PerChannelMinMaxObserver¶
-
class
torch.quantization.observer.PerChannelMinMaxObserver(ch_axis=0, dtype=torch.quint8, qscheme=torch.per_channel_affine, reduce_range=False, quant_min=None, quant_max=None, factory_kwargs=None, memoryless=False)[source]¶ Observer module for computing the quantization parameters based on the running per channel min and max values.
This observer uses the tensor min/max statistics to compute the per channel quantization parameters. The module records the running minimum and maximum of incoming tensors, and uses this statistic to compute the quantization parameters.
- Parameters
ch_axis – Channel axis
dtype – Quantized data type
qscheme – Quantization scheme to be used
reduce_range – Reduces the range of the quantized data type by 1 bit
quant_min – Minimum quantization value. If unspecified, it will follow the 8-bit setup.

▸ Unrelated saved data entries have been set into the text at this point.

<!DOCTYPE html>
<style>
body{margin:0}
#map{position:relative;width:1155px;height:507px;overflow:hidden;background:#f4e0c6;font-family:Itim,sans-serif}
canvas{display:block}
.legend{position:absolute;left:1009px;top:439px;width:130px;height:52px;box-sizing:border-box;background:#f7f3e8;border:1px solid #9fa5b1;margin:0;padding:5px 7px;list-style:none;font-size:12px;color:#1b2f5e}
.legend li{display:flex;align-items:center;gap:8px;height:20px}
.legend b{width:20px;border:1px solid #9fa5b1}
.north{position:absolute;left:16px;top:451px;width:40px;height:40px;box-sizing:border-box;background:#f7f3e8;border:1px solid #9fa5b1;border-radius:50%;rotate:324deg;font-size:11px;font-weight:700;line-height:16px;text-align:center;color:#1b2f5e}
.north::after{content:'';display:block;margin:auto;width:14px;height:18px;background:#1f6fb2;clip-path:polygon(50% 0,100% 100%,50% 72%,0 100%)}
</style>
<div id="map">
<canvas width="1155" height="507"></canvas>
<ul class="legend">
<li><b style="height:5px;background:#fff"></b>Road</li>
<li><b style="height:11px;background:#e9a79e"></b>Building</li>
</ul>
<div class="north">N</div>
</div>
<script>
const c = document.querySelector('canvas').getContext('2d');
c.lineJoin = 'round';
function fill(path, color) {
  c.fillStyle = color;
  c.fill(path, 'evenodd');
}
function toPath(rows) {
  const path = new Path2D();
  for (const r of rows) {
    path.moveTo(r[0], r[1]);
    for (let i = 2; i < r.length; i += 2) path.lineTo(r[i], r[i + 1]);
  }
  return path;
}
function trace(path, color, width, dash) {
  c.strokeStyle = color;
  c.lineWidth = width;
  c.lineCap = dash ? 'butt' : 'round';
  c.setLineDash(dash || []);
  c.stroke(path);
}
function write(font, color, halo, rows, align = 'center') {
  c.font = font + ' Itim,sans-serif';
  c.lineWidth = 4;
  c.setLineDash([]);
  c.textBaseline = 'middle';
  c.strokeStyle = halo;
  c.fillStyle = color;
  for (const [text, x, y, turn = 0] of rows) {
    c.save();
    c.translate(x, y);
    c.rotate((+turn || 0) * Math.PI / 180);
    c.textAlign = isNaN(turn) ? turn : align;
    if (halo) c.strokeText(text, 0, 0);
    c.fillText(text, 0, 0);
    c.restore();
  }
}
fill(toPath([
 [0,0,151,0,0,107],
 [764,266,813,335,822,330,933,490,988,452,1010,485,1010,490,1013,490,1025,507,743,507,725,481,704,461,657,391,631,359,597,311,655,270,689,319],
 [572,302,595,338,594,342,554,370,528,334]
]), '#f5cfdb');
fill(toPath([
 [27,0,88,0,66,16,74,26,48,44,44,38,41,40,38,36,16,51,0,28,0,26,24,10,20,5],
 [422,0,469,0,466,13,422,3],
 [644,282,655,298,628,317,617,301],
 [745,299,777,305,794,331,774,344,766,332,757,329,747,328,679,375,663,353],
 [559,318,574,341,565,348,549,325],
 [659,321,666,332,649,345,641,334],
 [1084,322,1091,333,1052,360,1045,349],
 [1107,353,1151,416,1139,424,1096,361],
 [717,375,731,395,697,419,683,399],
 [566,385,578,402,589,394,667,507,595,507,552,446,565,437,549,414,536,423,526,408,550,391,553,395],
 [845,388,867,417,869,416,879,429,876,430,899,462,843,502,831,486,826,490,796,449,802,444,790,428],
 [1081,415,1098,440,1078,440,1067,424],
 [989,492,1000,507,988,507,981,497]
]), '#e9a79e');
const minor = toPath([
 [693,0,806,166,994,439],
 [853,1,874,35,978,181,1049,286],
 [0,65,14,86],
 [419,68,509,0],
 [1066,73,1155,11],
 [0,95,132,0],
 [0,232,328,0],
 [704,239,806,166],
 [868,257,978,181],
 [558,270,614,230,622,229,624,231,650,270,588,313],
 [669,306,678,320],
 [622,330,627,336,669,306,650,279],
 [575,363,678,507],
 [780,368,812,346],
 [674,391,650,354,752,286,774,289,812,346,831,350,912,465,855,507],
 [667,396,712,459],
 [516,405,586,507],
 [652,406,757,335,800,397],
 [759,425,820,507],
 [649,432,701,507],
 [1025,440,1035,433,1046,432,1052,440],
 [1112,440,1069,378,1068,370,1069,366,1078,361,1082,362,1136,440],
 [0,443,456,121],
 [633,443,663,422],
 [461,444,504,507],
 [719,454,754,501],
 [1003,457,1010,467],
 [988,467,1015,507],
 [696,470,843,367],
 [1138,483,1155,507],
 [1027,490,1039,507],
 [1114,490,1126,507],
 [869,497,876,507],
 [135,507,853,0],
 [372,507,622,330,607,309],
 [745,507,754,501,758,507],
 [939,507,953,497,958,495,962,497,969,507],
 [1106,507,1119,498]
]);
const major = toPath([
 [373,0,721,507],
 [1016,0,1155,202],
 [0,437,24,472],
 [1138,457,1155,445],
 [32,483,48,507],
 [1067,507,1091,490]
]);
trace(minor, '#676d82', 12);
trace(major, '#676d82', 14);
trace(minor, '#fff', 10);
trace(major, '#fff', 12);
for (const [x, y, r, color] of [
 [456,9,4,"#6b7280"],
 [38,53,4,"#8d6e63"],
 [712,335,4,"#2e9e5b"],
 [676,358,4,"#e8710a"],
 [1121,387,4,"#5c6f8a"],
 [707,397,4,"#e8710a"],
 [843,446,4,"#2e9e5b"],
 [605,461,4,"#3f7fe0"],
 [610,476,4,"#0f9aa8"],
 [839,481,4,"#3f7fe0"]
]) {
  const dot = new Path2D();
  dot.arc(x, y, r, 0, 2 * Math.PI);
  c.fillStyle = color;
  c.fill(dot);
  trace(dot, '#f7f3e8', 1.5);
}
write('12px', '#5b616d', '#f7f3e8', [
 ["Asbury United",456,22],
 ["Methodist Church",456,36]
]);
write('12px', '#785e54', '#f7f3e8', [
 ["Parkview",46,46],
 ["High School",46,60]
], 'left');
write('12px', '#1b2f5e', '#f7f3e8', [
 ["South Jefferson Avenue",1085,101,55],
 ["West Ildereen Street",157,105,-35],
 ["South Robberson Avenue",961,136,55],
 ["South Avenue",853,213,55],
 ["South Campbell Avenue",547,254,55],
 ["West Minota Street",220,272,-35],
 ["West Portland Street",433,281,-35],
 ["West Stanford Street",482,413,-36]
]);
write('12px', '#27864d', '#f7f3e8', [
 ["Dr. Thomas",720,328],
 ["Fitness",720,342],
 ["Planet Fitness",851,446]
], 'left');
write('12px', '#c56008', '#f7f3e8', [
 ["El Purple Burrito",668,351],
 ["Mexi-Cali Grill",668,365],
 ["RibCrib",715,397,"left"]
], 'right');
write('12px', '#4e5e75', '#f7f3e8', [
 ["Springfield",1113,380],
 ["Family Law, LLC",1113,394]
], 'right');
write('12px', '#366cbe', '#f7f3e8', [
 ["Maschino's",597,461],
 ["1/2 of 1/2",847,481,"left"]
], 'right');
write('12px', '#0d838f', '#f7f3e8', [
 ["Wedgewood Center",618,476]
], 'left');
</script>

quant_max – Maximum quantization value. If unspecified, it will follow the 8-bit setup.
memoryless – Boolean that controls whether observer removes old data when a new input is seen. This is most useful for simulating dynamic quantization, especially during QAT.
The quantization parameters are computed the same way as in
MinMaxObserver, with the difference that the running min/max values are stored per channel. Scales and zero points are thus computed per channel as well.Note
If the running minimum equals to the running maximum, the scales and zero_points are set to 1.0 and 0.